Simulating an orgasm, unfortunately, is quite common. For some, it’s an exception for situations when you’re not in a mood, but he simply won’t let you be. For others, this is a new norm. There can be many reasons for this – from a temporary decrease in libido due to hormonal shifts to permanent frigidity.
Let’s leave male bravado aside and look at the facts. According to a survey among women aged 18 to 40, turns out that only 5 percent of women experience regular orgasm during sex. But a different fact is much more disturbing. According to the results of the same survey, women get more regular and vivid orgasms during masturbation. The percentage of women who confessed to imitating an orgasm is staggering – more than 90%.
The respondents indicated the reluctance to disappoint their partner as a main reason for simulating an orgasm upon realizing the climax is nowhere to be expected.
Of course, this has no physiological consequences. But on a psychological level, it brings a lot of stress. Whatever one may say, simulating an orgasm on a permanent basis means lying to your partner. And the “white lie” concept is hardly applicable here. You can tell yourself that you just don’t want to humiliate him all you want. And for the time being, it might even work. But what if he finds out that for the last week, month, year, all of your orgasms were fake? Don’t want to bring up white lies now, huh?
Any number of concealments, whether in bed or in any other spheres of relationships, inevitably contribute to a growing mistrust between partners. But ok, let’s suggest for a moment that you do all of that for him. But what about you? Faking orgasms day after day – is that okay for you? Over time, thoughts about lying to your loved one might overlap with feelings about your own possible deviations.

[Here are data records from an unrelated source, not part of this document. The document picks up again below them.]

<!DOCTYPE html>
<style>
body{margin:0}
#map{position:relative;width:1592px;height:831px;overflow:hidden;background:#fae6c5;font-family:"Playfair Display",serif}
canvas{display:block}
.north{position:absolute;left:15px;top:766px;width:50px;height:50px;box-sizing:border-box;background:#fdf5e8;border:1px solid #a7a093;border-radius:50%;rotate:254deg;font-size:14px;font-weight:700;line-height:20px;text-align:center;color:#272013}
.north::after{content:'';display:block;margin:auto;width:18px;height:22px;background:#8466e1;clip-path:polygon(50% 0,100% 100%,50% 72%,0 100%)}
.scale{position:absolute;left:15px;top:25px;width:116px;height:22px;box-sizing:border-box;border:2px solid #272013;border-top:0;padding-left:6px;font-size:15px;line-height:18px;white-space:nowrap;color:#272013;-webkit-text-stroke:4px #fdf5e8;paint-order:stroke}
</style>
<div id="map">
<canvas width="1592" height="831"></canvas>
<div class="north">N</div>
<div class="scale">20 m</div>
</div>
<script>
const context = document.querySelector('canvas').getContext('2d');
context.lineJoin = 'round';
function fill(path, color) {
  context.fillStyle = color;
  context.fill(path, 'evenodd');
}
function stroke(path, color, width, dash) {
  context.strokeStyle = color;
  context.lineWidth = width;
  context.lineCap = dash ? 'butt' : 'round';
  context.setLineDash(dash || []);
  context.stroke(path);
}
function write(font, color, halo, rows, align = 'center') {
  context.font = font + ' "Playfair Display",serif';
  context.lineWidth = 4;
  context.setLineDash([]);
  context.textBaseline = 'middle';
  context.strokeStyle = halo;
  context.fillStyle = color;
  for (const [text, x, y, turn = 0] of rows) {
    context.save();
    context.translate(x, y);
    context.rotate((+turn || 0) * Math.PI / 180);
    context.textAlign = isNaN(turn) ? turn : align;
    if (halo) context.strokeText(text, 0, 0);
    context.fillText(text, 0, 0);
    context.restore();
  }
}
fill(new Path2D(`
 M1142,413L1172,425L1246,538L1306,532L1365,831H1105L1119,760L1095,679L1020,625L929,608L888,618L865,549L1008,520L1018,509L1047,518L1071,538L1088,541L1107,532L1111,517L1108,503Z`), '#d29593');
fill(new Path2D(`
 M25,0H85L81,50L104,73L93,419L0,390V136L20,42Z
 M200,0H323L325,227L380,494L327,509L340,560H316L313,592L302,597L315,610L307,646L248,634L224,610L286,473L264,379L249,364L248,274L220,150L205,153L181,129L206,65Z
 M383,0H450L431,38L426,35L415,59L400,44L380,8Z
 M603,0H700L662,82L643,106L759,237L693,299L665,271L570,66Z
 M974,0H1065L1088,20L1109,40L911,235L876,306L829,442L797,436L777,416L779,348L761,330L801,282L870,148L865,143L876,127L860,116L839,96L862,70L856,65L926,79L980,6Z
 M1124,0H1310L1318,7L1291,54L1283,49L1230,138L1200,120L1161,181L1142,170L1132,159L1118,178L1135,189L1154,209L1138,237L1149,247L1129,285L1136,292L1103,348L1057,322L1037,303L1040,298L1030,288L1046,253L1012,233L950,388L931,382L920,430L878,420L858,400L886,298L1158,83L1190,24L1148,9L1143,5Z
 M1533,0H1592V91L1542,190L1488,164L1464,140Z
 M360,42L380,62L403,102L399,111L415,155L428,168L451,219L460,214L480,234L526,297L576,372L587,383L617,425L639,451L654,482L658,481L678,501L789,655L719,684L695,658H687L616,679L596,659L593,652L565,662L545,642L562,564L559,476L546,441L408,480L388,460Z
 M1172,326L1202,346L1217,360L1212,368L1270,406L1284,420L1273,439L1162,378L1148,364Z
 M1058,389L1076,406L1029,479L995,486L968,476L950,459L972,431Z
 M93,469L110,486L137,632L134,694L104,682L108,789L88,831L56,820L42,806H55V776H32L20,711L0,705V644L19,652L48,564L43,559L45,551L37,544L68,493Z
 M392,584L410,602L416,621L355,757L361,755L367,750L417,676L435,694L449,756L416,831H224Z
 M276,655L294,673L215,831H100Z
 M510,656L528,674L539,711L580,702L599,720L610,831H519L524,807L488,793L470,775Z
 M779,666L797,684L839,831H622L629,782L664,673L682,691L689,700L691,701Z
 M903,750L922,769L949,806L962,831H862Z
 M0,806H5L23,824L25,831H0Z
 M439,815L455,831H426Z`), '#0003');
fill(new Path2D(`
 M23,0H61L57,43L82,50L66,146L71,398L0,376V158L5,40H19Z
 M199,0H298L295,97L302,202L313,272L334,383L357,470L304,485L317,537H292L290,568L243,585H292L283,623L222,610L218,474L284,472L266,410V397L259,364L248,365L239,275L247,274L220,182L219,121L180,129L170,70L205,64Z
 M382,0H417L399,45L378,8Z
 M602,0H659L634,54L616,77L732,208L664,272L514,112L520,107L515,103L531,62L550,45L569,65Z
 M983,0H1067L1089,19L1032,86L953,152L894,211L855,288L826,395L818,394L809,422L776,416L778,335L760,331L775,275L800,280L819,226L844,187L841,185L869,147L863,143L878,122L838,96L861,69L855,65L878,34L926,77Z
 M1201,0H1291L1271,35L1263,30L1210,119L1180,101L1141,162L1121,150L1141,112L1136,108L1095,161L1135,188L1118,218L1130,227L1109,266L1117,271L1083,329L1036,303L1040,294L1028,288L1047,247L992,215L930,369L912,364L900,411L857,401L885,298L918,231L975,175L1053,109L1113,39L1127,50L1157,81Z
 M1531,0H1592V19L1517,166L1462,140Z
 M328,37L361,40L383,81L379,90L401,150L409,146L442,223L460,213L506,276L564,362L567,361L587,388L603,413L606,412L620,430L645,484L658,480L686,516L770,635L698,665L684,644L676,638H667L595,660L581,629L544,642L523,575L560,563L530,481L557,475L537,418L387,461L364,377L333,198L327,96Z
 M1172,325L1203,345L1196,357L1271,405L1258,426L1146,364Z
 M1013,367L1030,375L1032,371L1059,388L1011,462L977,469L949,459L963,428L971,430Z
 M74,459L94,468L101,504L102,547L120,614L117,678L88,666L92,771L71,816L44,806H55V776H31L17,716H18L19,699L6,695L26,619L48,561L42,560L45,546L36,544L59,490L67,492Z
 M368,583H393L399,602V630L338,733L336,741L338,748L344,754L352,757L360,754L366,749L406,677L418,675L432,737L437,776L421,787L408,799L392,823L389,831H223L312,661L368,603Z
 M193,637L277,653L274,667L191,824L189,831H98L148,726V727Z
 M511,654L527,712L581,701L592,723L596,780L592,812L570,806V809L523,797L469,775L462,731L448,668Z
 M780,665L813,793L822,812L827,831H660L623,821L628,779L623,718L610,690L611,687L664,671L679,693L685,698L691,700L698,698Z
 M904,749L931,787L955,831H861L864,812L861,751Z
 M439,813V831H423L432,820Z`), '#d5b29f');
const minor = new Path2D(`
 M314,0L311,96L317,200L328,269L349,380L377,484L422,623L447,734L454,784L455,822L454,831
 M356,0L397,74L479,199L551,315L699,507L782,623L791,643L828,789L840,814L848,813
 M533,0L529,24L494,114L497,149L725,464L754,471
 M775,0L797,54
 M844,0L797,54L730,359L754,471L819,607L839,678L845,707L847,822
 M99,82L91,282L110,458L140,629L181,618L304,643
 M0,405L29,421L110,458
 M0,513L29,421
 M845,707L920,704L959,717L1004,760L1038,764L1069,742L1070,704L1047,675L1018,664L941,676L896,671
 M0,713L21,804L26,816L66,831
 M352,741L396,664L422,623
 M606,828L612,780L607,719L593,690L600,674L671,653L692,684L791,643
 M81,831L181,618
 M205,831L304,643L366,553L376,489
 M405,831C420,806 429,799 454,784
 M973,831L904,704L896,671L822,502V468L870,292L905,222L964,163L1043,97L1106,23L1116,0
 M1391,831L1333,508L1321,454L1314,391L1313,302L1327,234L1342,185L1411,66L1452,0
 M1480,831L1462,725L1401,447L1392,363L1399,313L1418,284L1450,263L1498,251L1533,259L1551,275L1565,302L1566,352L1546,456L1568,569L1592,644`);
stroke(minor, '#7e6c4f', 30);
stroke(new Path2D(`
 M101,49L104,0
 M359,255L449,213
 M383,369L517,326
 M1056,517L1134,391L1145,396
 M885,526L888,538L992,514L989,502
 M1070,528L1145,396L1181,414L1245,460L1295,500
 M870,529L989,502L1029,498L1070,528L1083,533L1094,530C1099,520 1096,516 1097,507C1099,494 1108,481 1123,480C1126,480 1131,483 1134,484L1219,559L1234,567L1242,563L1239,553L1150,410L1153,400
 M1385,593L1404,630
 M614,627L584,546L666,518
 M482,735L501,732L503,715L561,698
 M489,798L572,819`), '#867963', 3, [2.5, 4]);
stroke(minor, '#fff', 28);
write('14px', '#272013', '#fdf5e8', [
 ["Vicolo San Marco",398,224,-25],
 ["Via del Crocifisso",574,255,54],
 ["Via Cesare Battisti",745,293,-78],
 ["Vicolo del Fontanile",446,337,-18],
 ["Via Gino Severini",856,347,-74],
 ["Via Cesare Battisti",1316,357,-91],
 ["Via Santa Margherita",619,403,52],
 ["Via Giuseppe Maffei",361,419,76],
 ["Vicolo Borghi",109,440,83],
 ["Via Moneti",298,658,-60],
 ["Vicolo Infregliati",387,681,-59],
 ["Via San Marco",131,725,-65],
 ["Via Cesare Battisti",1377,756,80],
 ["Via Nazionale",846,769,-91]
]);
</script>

“Is there something wrong with me?”
“It used to be different…”
“Again today… Maybe tomorrow will be different? “
Sounds familiar? Then your morale has already begun to crumble. And before you know it, having no orgasm will be the least of your problems.
What to do?
First of all, don’t be afraid to speak frankly. Cold truth is better than sweet lies – this expression has never been more relevant than in this case. According to psychologists, most women are simply afraid to confess that they don’t experience an orgasm to their partner. In that case, think a couple of steps forward. Do you trust your man? Did he ever abandon you in critical situations? If the answer to both questions is negative, then it’ll be only logical to be straightforward with him. And the sooner you tell the truth, the sooner you can both start looking for a solution. This is much better than staying in limbo, lying to yourself that this deviation is in fact a norm.
It’s not the 18th century anymore. Societal norms have evolved, and patriarchy is no longer a thing. Today you have so many ways to deal with the problem. First, you can try and experiment in bed. A different position, the use of lubricant or toys quite possibly migth help you achieve the long missing orgasm. If it doesn’t help, then you should contact a sex therapist. The doctor will help you sort everything out and, if necessary, prescribe treatment.
First of all, do not rely on questionable sources. Don’t believe porn, where actresses have orgasms like five times a minute. Even more so, do not trust men whose bragging sometimes reaches truly astronomical proportions. Statically true orgasm approximately occurs about once every 3-4 acts. Analyze your sex life – perhaps your deviation from the norm is not a deviation at all.
And if the problem proves to be real, be honest with your partner. And, more importantly, be honest with yourself.